6. A process according to any one of claims 4 or 5, characterized in that a step of removing the oily phase is carried out after step b), by treatment with an organic solvent such as tetrahydrofuran, dichloromethane or chloroform.

7. A method according to any one of claims 4 to 6, characterized in that step c) is carried out over a period of between 10 minutes and 5 hours, and includes a depressurization rate of between 1 bar min-1 and 50 bar min-1, preferably between 2 bar min-1 and 10 bar min-1.

8. A process according to any one of claims 4 to 7, characterized in that after step c), a calcination is carried out comprising: i. a first step at a temperature between 160°C and 200°C with a heating rate between 0.5 and 3°C min*, the tray being maintained for 2 to 6 hours, preferably for 3 hours; and ii. a second step at a temperature between 300°C and 600°C, preferably between 400°C and 500°C, with a heating rate between 0.5 and 2°C / min, the tray being maintained for 3 to 8 hours, preferably for 7 hours.

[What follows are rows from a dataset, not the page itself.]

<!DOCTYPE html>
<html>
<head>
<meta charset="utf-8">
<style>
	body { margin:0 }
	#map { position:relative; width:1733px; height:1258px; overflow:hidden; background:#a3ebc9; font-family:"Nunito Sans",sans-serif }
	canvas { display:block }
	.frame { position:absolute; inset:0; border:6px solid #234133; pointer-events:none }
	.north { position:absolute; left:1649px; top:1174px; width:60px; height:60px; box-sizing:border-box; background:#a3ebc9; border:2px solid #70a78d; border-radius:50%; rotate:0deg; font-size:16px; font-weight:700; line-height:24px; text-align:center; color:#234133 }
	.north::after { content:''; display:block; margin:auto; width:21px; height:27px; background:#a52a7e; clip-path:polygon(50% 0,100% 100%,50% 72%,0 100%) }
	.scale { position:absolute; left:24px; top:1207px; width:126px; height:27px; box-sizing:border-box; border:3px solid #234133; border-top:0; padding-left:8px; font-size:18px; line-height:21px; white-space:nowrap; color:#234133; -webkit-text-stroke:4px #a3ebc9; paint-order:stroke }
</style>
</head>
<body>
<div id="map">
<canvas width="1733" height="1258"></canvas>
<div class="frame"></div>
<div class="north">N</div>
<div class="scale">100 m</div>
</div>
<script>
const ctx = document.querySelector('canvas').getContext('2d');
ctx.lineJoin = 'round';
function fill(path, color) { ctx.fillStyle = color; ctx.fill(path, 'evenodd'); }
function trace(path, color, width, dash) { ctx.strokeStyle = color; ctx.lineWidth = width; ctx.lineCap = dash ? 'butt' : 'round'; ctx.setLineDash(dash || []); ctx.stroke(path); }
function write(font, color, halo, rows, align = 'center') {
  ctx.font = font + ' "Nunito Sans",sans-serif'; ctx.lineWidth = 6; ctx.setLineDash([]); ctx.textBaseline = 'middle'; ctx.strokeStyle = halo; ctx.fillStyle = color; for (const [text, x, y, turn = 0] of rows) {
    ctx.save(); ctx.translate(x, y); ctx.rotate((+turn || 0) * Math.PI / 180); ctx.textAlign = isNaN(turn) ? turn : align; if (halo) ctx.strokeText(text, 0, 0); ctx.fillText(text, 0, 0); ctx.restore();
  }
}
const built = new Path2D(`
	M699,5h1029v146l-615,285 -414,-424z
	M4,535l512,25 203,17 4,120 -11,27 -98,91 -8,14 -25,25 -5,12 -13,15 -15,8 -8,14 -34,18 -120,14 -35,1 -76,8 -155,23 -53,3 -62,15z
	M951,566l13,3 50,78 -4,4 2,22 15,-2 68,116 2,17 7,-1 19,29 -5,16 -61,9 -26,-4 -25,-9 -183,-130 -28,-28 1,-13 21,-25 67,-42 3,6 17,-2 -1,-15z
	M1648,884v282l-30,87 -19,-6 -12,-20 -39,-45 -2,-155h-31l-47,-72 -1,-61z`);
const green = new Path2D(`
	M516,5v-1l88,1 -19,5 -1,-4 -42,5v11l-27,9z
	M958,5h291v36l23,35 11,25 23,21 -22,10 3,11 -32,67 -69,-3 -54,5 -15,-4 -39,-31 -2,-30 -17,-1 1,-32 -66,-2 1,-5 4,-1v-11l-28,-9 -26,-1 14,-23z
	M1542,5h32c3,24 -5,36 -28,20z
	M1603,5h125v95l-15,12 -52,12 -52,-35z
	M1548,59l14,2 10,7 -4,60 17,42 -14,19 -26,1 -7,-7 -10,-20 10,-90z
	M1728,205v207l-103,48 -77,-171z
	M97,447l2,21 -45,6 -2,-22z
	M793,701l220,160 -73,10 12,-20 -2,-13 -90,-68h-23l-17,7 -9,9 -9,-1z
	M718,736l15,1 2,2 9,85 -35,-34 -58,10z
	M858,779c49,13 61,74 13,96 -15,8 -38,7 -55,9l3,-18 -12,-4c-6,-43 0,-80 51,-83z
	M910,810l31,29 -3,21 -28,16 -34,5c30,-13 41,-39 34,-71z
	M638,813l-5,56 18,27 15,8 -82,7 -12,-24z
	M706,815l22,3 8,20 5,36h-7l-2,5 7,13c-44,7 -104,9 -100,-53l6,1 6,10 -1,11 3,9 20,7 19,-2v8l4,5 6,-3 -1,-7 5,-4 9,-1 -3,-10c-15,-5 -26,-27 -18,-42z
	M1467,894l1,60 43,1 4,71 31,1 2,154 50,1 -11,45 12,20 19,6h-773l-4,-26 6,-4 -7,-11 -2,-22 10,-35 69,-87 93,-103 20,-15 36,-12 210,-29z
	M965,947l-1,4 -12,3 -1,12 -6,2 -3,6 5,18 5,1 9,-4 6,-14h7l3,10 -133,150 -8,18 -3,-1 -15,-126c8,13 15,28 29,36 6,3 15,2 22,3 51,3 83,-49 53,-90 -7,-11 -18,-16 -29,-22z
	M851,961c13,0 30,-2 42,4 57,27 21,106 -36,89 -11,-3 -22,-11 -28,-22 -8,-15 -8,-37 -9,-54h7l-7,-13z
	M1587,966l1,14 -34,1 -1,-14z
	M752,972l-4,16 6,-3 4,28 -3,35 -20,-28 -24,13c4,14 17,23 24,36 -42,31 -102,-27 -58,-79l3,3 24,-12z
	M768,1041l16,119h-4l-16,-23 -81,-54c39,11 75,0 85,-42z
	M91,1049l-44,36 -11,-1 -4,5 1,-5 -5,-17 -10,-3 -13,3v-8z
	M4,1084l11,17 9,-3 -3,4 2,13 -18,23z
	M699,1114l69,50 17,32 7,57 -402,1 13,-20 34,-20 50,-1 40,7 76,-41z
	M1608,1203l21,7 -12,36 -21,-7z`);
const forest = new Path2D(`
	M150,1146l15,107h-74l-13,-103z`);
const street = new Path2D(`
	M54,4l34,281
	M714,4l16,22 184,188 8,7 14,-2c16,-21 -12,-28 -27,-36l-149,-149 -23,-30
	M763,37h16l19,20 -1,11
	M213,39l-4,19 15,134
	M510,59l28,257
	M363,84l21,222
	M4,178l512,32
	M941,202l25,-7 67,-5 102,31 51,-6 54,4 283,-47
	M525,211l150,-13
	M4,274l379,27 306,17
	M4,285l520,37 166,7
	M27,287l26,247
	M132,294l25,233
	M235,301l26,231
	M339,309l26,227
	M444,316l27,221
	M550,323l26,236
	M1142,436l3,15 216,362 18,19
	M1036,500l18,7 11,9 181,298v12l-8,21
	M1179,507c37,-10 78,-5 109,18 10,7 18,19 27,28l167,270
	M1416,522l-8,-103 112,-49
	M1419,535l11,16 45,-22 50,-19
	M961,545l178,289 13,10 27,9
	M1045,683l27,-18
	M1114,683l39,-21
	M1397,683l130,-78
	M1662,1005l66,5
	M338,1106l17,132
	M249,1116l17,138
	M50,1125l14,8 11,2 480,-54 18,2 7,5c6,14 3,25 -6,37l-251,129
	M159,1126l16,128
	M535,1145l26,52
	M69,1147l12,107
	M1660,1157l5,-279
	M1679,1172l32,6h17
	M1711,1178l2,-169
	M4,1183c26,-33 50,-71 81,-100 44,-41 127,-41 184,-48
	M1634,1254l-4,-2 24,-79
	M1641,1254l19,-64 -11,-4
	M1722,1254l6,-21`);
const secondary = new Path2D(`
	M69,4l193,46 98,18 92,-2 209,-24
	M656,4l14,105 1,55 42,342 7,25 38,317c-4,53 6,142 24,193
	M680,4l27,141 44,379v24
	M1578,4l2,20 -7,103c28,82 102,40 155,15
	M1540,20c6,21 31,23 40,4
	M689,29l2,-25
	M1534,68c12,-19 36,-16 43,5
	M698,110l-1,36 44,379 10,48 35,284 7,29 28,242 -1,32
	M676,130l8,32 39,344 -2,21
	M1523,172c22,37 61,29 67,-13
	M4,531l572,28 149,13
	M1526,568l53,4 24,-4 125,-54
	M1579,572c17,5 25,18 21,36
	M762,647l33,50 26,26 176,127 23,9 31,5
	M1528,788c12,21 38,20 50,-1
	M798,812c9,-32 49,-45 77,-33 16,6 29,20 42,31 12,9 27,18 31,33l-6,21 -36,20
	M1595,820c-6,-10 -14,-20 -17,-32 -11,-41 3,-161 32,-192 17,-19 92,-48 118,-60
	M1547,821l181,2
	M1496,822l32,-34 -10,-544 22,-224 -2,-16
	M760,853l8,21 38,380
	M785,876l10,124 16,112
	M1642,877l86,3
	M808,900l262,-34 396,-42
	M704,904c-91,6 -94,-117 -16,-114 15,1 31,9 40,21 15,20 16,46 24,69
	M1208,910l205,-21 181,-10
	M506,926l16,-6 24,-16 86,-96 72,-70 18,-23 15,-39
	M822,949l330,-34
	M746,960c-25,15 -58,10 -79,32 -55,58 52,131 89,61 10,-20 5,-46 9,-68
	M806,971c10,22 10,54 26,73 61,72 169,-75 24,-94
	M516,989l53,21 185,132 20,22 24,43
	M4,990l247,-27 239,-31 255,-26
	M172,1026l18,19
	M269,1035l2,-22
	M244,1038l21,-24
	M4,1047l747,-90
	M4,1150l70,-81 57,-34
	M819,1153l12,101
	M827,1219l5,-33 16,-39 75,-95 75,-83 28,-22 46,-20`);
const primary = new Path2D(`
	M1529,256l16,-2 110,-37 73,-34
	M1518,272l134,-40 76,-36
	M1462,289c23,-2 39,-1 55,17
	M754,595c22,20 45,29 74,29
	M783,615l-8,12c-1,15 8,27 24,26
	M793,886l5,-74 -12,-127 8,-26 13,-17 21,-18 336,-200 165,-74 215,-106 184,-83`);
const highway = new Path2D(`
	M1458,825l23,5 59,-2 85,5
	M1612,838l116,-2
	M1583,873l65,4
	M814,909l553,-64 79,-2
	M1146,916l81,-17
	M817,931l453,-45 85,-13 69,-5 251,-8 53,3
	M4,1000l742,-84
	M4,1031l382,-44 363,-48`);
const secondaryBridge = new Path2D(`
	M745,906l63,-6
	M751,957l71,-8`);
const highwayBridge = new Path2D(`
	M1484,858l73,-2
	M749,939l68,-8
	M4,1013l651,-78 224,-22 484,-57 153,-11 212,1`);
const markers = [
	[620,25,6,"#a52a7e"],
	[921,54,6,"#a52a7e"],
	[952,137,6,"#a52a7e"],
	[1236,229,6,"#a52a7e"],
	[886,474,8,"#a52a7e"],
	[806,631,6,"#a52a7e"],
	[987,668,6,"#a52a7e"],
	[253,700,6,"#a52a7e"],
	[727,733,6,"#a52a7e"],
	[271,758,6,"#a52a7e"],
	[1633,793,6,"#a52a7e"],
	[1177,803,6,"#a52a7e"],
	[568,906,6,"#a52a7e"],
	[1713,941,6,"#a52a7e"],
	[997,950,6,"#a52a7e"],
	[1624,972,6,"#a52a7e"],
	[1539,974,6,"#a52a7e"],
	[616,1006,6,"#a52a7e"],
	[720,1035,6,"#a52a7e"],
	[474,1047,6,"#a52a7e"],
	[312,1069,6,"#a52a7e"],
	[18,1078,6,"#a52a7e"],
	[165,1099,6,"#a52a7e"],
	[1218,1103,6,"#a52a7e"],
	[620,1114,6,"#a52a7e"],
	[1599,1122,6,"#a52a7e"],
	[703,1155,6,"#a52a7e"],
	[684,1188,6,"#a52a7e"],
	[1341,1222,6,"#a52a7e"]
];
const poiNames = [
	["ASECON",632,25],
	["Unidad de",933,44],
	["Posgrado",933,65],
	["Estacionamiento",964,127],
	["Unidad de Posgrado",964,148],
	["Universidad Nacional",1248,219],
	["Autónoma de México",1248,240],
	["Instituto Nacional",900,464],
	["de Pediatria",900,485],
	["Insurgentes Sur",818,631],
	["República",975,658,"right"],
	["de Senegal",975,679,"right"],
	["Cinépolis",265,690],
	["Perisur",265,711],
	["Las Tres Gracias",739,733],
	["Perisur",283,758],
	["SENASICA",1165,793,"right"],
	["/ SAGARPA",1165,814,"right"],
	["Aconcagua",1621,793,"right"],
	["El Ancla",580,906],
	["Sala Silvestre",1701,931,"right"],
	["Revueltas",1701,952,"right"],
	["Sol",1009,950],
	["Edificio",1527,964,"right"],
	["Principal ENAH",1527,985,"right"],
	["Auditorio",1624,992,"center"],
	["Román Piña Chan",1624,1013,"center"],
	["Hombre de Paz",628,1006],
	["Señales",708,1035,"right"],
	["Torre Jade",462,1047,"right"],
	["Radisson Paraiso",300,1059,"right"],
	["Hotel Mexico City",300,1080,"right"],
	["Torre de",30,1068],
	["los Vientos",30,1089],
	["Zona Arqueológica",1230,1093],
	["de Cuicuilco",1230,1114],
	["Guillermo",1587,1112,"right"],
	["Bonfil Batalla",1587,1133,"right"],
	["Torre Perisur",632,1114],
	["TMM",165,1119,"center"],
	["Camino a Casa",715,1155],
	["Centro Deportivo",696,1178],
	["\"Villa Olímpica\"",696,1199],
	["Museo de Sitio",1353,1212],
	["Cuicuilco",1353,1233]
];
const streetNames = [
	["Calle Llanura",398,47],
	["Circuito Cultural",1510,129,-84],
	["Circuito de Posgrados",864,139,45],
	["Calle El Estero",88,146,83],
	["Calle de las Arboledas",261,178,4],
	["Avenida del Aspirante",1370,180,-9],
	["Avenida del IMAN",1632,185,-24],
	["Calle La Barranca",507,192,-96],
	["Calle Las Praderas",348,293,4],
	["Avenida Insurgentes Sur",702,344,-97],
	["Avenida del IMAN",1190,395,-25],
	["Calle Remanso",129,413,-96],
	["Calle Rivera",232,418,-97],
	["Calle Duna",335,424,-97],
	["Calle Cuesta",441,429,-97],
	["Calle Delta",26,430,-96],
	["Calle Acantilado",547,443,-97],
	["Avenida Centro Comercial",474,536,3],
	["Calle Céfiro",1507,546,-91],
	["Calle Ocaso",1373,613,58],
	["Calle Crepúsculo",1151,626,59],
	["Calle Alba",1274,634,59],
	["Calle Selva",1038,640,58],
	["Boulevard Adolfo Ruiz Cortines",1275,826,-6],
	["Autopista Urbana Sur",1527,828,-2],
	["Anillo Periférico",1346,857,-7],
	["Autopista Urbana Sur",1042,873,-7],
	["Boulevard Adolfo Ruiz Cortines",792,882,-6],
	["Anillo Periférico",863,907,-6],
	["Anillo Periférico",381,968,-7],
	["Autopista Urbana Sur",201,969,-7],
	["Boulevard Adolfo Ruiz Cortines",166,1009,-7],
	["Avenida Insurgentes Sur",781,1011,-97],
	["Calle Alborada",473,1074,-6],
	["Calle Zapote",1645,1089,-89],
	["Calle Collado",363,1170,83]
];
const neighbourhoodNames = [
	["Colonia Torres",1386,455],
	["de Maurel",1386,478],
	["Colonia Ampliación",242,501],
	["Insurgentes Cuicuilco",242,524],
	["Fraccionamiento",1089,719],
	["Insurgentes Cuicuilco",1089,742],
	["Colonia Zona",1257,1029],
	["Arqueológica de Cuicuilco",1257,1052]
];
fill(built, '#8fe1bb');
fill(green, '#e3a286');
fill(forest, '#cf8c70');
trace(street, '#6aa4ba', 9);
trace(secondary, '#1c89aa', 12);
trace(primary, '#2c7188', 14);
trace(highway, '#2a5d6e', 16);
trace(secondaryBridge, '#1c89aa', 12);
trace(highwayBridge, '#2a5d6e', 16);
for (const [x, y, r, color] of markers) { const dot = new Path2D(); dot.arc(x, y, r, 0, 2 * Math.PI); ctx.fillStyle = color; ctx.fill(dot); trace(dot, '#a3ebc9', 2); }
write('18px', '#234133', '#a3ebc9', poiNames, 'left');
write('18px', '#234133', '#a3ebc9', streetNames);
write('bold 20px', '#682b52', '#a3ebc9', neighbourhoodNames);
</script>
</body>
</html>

9. A process according to any one of claims 4 to 8, characterized in that the silicic precursor is a silicon alkoxide, such as tetraethyl orthosilicate (TEOS), (3-mercaptopropyl)trimethoxyxilane, (3-aminopropyl)triethoxysilane, N-(3-trimethoxysilylpropyl)pyrrole, 3 (2,4-dinitrophenylamino)propytriethoxysilane, N- (2-aminoethyl 1)-3-aminopropyltrimethoxysilane, phenyltriethoxysilane and methyltriethoxysilane, sodium silicate solutions or mixtures thereof.

10. Use of a material according to any one of claims 1 to 3, as a catalyst, thermo-activated catalyst, photo-activated catalyst, adsorber, filter, residual water sensor, acoustic insulator or thermal insulator.